At the very beginning of life, we are confronted with the question, "Is the universe friendly? Can the world be trusted to respond to my deepest needs? Is God trustworthy amid all the changes of life?" Trust requires a "god with skin," mediated through loving hands, but trust is also nurtured by rituals that enable people and communities to discover that God is faithful through all the seasons of life.
In his most difficult times, when he doubted his own faith and calling, Martin Luther penned "I was baptized" on his study desk. While the ritual of baptism, often described as a sacrament or visible sign of God's grace, is not necessary for salvation, the ritual of baptism reveals the unmerited and ubiquitous grace of God and God's call to constant and ongoing creative transformation. From the first moment of life, baptism announces to the child and her or his family, "You are my beloved child, in whom I am well pleased." In every change of life, God is present: baptism announces that we are loved, not because of what we do but because of God's unconditional and unchanging love for us and for all creation.

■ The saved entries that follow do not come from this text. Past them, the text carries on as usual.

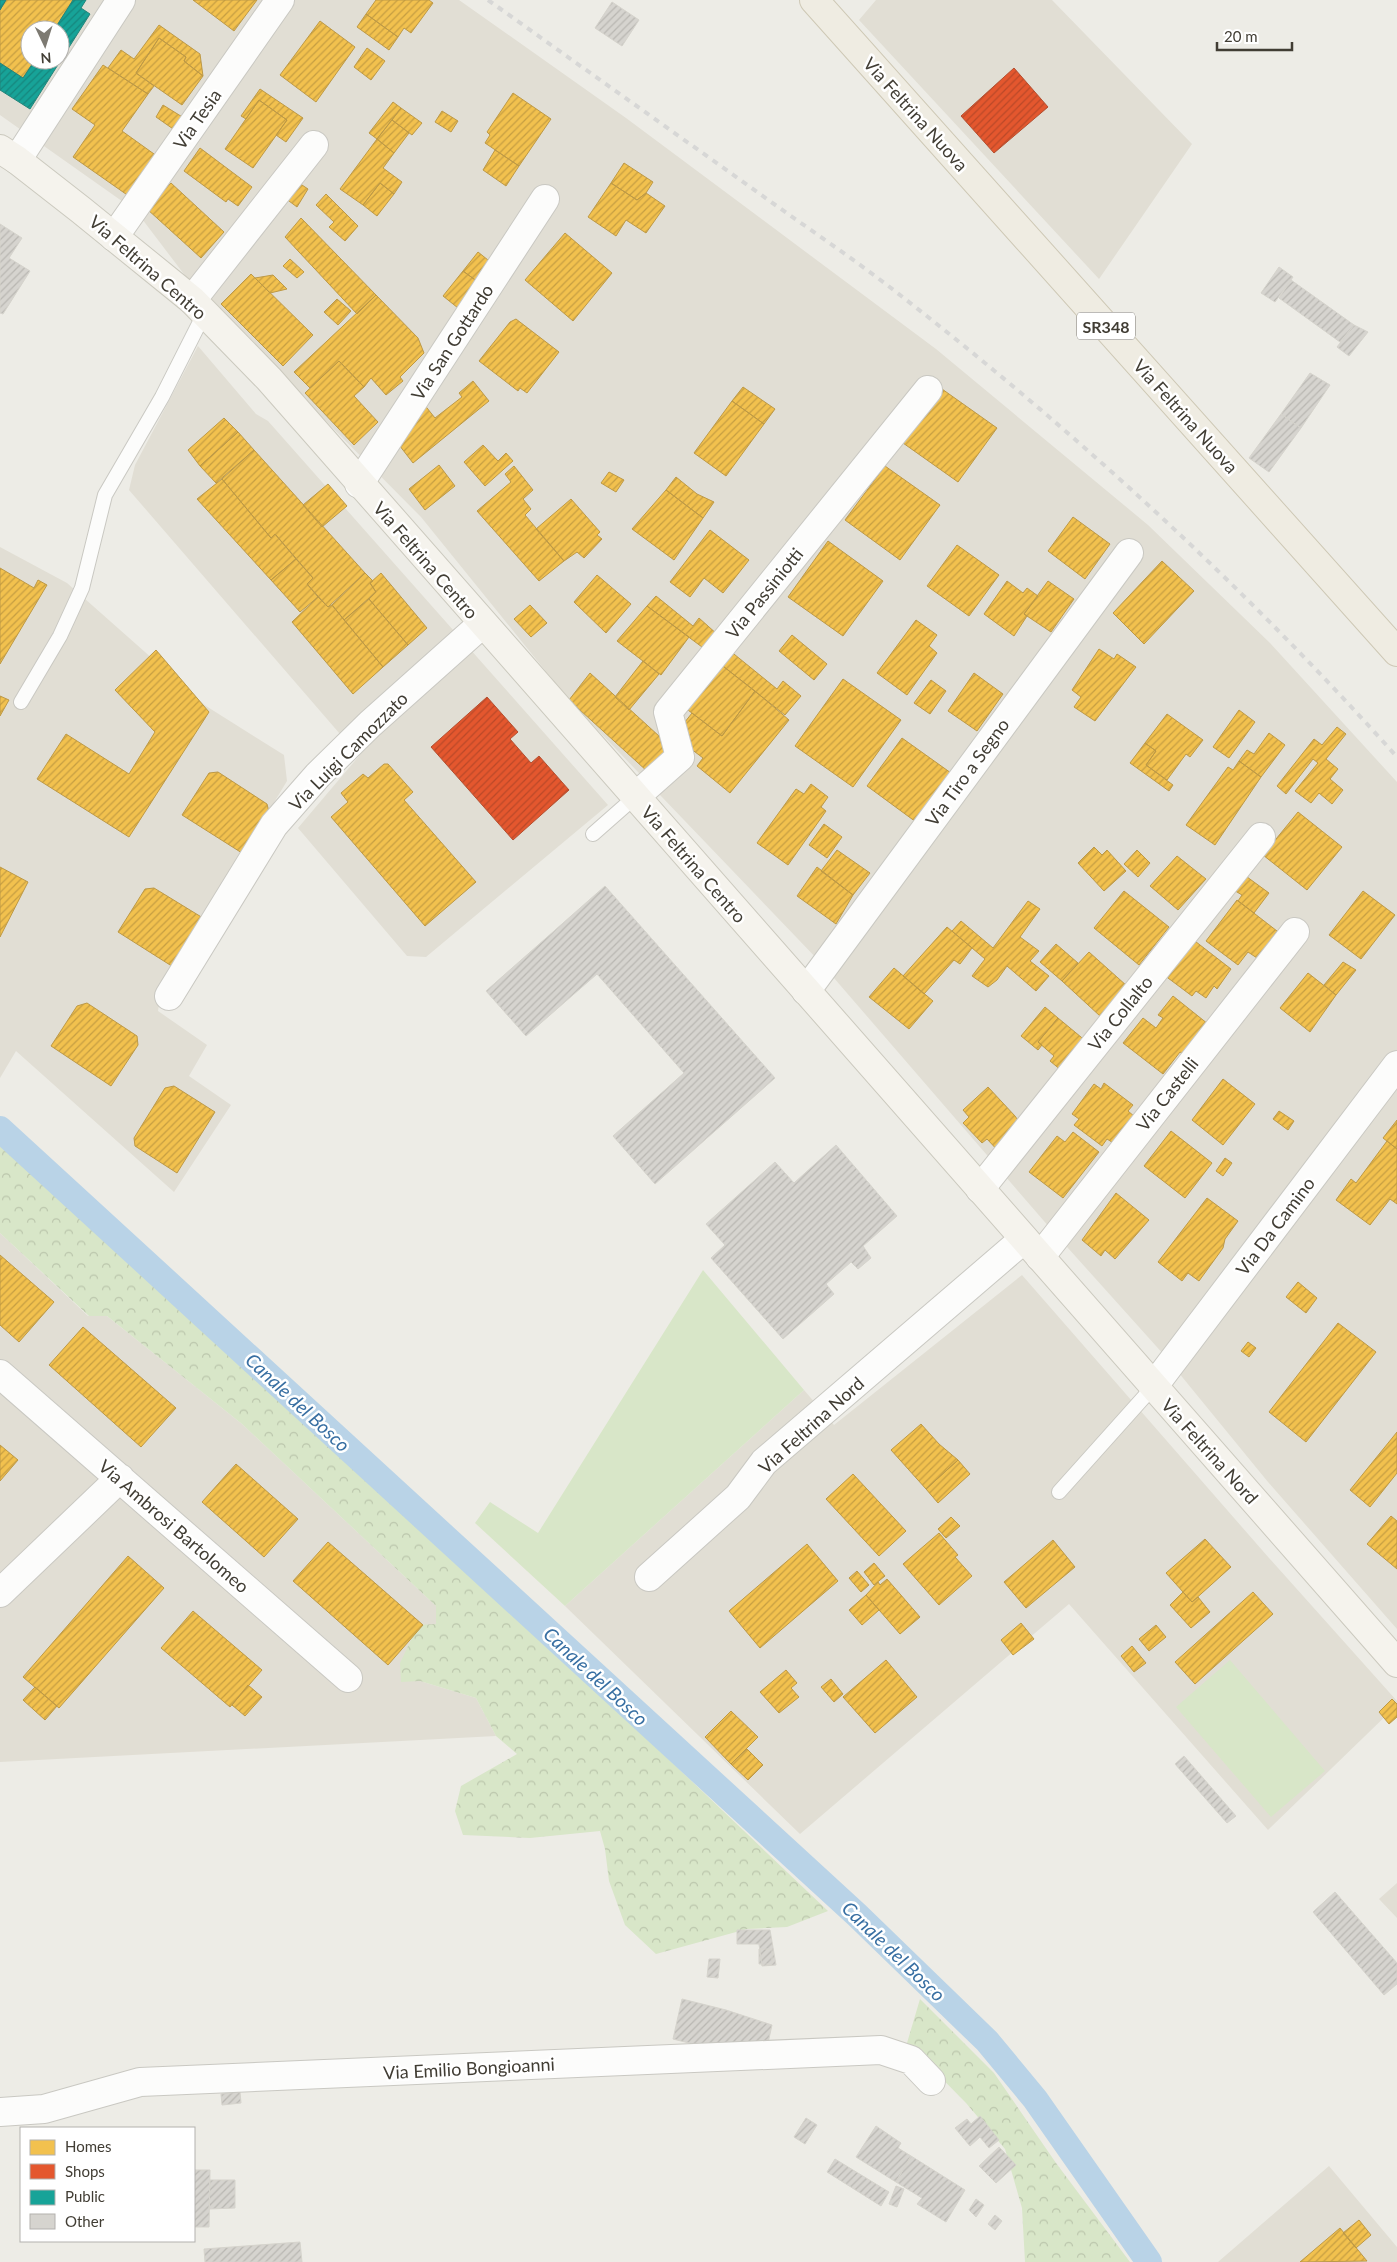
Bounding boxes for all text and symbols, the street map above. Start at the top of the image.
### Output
north arrow [20,20,70,70]
scale bar [1217,20,1292,52]
text: 20 m [1224,27,1258,45]
text: N [40,50,52,67]
street label: Via Feltrina Nuova [859,52,973,176]
street label: Via Tesia [168,85,226,153]
street label: Via Feltrina Centro [85,210,211,324]
street label: Via San Gottardo [406,280,498,404]
road number: SR348 [1077,312,1135,340]
street label: Via Feltrina Nuova [1129,354,1243,478]
street label: Via Feltrina Centro [369,497,483,623]
street label: Via Passiniotti [721,543,807,643]
street label: Via Luigi Camozzato [284,687,412,815]
street label: Via Tiro a Segno [921,714,1013,830]
street label: Via Feltrina Centro [637,801,751,927]
street label: Via Collalto [1083,971,1157,1055]
street label: Via Castelli [1131,1053,1203,1135]
street label: Via Da Camino [1231,1172,1319,1280]
water label: Canale del Bosco [241,1348,355,1456]
street label: Via Feltrina Nord [754,1372,868,1478]
street label: Via Feltrina Nord [1157,1394,1263,1508]
street label: Via Ambrosi Bartolomeo [94,1455,254,1597]
water label: Canale del Bosco [539,1622,653,1730]
water label: Canale del Bosco [838,1896,950,2006]
street label: Via Emilio Bongioanni [383,2053,555,2083]
legend [20,2127,195,2242]
text: Homes [65,2137,111,2155]
text: Shops [65,2162,105,2180]
text: Public [65,2187,105,2205]
text: Other [65,2212,105,2230]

Baptism is grace in action, symbolic of God's love, even for those are not baptized as infants or are never baptized at all. Paul's promise, "nothing can separate us from the love of God in Christ Jesus" is universal and all-encompassing in space and time. Baptism as a ritual for an infant and her community is God's "yes" to all creation, for all time!
As childhood emerges from infancy, growing children -- like the youthful Jesus -- are called to grow in "wisdom and stature." In this regard, the church is called to be an ongoing community of ritual, making sacred the totality of life, celebrating achievement and adventure as it invites children to "color outside the lines" in joyous response to an adventurous God. Knowing the reality of shame in early childhood, the church is called to celebrate each child's uniqueness, recalling that God has a personal response to each of God's creations. While there are no explicit "sacramental" rituals for domestic life in the church's tradition, the reality of a growing child calls families to incarnate their own household celebrations of life -- celebrations in which parent and child alike accept grace with gratitude. Rituals of thanksgiving and affirmation -- I am grateful for your life and celebrate your uniqueness -- deepen a child's sense of creativity and freedom. If shame, the sense that "I am not right" and "I don't deserve the earth on which I stand," is one of the challenges in childhood, then constantly verbal and tactile celebrations are essential to proclaim the goodness of our lives and our value to God, regardless of what others think.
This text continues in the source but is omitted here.